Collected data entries
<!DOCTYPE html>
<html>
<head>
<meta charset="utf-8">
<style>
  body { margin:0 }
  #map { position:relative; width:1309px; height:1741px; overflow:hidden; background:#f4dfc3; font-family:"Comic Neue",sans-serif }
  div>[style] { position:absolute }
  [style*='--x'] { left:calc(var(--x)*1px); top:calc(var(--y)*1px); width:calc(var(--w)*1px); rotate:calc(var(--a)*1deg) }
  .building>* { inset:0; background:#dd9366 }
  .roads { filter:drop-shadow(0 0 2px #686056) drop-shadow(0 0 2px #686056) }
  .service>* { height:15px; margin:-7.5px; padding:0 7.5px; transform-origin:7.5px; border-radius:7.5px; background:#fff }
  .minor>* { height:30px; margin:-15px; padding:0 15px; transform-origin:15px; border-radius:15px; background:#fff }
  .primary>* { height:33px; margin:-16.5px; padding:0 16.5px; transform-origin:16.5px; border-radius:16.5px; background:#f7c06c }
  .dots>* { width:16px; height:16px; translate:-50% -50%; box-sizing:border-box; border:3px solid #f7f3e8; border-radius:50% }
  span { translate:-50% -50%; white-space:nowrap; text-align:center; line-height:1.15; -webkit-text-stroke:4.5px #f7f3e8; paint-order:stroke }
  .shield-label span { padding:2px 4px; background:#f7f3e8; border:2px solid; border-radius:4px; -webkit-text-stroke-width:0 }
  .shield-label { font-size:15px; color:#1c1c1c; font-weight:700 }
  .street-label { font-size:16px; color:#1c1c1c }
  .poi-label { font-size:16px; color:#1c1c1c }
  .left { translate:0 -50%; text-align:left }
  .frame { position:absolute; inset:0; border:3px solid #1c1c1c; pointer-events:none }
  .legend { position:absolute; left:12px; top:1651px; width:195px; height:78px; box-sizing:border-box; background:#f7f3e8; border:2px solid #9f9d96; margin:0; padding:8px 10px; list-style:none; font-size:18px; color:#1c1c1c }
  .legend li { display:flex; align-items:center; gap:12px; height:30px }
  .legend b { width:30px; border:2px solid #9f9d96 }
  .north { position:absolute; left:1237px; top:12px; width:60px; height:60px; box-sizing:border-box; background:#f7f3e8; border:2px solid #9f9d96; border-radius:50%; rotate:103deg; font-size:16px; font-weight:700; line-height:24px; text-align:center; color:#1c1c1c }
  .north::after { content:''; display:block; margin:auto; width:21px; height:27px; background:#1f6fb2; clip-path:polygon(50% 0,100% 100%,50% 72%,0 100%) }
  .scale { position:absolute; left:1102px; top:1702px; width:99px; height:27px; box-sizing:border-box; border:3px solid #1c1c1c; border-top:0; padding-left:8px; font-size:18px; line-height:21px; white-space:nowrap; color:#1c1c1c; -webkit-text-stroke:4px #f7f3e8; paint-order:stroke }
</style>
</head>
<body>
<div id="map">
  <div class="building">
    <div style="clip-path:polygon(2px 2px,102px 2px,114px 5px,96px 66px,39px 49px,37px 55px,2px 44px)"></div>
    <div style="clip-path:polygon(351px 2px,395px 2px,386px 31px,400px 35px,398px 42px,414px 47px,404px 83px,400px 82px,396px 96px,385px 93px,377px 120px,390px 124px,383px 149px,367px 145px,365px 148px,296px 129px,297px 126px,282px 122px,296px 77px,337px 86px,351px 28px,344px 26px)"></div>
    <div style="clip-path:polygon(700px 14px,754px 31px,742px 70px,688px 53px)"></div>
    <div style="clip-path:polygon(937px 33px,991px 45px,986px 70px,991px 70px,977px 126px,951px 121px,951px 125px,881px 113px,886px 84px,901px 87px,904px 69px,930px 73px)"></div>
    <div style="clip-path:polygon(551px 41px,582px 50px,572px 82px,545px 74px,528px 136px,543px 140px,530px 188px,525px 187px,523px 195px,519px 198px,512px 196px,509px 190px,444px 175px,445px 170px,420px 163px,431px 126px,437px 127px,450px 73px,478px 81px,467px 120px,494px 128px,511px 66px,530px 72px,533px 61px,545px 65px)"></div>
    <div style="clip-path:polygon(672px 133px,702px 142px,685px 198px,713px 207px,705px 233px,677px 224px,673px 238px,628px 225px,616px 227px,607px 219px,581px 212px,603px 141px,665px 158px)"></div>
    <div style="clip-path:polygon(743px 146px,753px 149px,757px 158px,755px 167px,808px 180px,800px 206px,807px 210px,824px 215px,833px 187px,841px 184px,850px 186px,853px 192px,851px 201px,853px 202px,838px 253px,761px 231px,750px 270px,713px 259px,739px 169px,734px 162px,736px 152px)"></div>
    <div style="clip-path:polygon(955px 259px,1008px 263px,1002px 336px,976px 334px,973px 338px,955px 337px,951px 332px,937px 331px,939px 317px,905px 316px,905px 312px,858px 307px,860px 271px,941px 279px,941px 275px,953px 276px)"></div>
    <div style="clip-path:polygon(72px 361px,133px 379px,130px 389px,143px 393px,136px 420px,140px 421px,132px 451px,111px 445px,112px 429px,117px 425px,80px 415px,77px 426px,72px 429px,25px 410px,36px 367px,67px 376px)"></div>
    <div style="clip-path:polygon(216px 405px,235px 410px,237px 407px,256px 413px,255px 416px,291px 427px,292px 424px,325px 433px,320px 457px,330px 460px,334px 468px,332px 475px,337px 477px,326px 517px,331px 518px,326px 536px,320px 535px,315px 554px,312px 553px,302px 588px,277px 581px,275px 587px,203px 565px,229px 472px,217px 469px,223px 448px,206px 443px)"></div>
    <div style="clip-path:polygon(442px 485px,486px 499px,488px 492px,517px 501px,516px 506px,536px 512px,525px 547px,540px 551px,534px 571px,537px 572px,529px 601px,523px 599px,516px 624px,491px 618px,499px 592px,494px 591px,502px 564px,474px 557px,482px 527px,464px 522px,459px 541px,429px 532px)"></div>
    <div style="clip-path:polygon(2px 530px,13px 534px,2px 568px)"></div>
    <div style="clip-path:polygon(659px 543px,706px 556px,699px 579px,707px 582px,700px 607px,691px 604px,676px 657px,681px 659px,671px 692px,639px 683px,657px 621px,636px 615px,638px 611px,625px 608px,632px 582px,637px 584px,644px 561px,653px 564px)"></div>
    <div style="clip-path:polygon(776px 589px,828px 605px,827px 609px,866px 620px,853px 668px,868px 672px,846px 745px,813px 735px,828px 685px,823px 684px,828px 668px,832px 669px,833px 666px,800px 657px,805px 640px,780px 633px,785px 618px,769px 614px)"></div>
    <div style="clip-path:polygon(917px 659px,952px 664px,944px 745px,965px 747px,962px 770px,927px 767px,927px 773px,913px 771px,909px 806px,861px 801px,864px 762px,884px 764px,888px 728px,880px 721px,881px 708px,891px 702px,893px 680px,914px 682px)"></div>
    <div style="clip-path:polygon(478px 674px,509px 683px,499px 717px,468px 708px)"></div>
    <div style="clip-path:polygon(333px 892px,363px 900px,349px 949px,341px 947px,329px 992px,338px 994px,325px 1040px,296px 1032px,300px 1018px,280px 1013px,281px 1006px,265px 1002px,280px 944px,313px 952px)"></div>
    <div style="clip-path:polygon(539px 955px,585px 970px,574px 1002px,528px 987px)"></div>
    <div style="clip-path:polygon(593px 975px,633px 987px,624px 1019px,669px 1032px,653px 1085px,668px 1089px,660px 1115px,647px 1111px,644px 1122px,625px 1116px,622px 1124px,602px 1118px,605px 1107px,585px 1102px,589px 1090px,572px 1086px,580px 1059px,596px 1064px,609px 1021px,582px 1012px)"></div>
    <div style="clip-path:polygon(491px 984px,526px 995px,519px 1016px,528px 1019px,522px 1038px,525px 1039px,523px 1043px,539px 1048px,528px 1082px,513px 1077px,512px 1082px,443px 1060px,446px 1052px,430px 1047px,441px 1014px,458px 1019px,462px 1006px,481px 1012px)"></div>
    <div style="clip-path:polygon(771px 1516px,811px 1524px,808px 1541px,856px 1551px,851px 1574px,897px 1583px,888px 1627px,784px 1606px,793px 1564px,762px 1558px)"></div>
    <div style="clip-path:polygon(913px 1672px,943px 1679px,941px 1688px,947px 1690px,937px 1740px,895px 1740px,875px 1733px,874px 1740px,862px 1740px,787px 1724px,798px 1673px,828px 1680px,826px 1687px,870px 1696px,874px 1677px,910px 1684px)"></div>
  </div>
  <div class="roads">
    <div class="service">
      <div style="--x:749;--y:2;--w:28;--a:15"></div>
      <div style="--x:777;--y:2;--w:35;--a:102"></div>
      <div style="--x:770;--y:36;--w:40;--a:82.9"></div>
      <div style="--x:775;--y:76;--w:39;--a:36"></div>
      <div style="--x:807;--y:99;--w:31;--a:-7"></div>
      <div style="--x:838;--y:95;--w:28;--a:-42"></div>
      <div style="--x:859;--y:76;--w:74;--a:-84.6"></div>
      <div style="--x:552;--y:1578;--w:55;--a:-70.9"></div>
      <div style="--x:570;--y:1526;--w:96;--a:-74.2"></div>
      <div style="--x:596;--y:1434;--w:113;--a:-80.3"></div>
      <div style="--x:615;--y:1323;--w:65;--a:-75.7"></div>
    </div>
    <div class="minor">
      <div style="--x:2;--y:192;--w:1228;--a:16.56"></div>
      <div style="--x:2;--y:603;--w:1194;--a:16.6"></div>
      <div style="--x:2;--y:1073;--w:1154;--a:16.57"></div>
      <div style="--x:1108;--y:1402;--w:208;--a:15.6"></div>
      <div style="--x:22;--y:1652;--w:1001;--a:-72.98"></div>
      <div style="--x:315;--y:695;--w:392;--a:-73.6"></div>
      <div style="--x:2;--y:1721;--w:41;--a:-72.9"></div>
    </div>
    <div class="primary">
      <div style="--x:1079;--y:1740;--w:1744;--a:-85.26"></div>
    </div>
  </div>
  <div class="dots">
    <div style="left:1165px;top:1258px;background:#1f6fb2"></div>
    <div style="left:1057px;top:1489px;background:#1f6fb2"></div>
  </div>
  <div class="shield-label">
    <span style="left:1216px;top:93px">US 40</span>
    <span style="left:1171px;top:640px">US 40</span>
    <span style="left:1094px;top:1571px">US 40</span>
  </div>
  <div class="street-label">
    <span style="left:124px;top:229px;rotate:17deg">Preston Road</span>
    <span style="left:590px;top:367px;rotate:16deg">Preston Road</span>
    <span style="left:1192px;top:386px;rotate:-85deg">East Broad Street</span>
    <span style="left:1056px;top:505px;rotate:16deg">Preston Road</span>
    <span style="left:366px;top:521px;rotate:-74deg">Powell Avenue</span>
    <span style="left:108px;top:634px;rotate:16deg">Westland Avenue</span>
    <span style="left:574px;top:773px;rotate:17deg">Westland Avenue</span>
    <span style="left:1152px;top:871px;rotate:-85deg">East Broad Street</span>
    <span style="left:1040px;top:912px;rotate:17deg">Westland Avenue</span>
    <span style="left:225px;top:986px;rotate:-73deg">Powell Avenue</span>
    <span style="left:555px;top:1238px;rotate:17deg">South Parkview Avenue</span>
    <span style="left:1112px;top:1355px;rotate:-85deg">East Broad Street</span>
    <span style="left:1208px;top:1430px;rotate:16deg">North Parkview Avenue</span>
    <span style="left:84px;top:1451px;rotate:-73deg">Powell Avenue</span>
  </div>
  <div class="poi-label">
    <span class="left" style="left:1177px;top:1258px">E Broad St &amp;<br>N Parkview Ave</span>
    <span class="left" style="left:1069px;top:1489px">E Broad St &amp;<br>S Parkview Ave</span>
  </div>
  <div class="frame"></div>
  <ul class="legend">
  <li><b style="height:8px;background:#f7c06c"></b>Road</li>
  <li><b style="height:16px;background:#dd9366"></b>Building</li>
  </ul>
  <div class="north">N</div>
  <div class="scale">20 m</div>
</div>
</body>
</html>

Task requirements: Copy out, word for word, the part of the entries above that begins at the line with "font-size:15px; color:#1c1c1c; font-weight:700" and ends at the line with "position:absolute; left:1237px; top:12px;", including both.

Your solution:
  .shield-label { font-size:15px; color:#1c1c1c; font-weight:700 }
  .street-label { font-size:16px; color:#1c1c1c }
  .poi-label { font-size:16px; color:#1c1c1c }
  .left { translate:0 -50%; text-align:left }
  .frame { position:absolute; inset:0; border:3px solid #1c1c1c; pointer-events:none }
  .legend { position:absolute; left:12px; top:1651px; width:195px; height:78px; box-sizing:border-box; background:#f7f3e8; border:2px solid #9f9d96; margin:0; padding:8px 10px; list-style:none; font-size:18px; color:#1c1c1c }
  .legend li { display:flex; align-items:center; gap:12px; height:30px }
  .legend b { width:30px; border:2px solid #9f9d96 }
  .north { position:absolute; left:1237px; top:12px; width:60px; height:60px; box-sizing:border-box; background:#f7f3e8; border:2px solid #9f9d96; border-radius:50%; rotate:103deg; font-size:16px; font-weight:700; line-height:24px; text-align:center; color:#1c1c1c }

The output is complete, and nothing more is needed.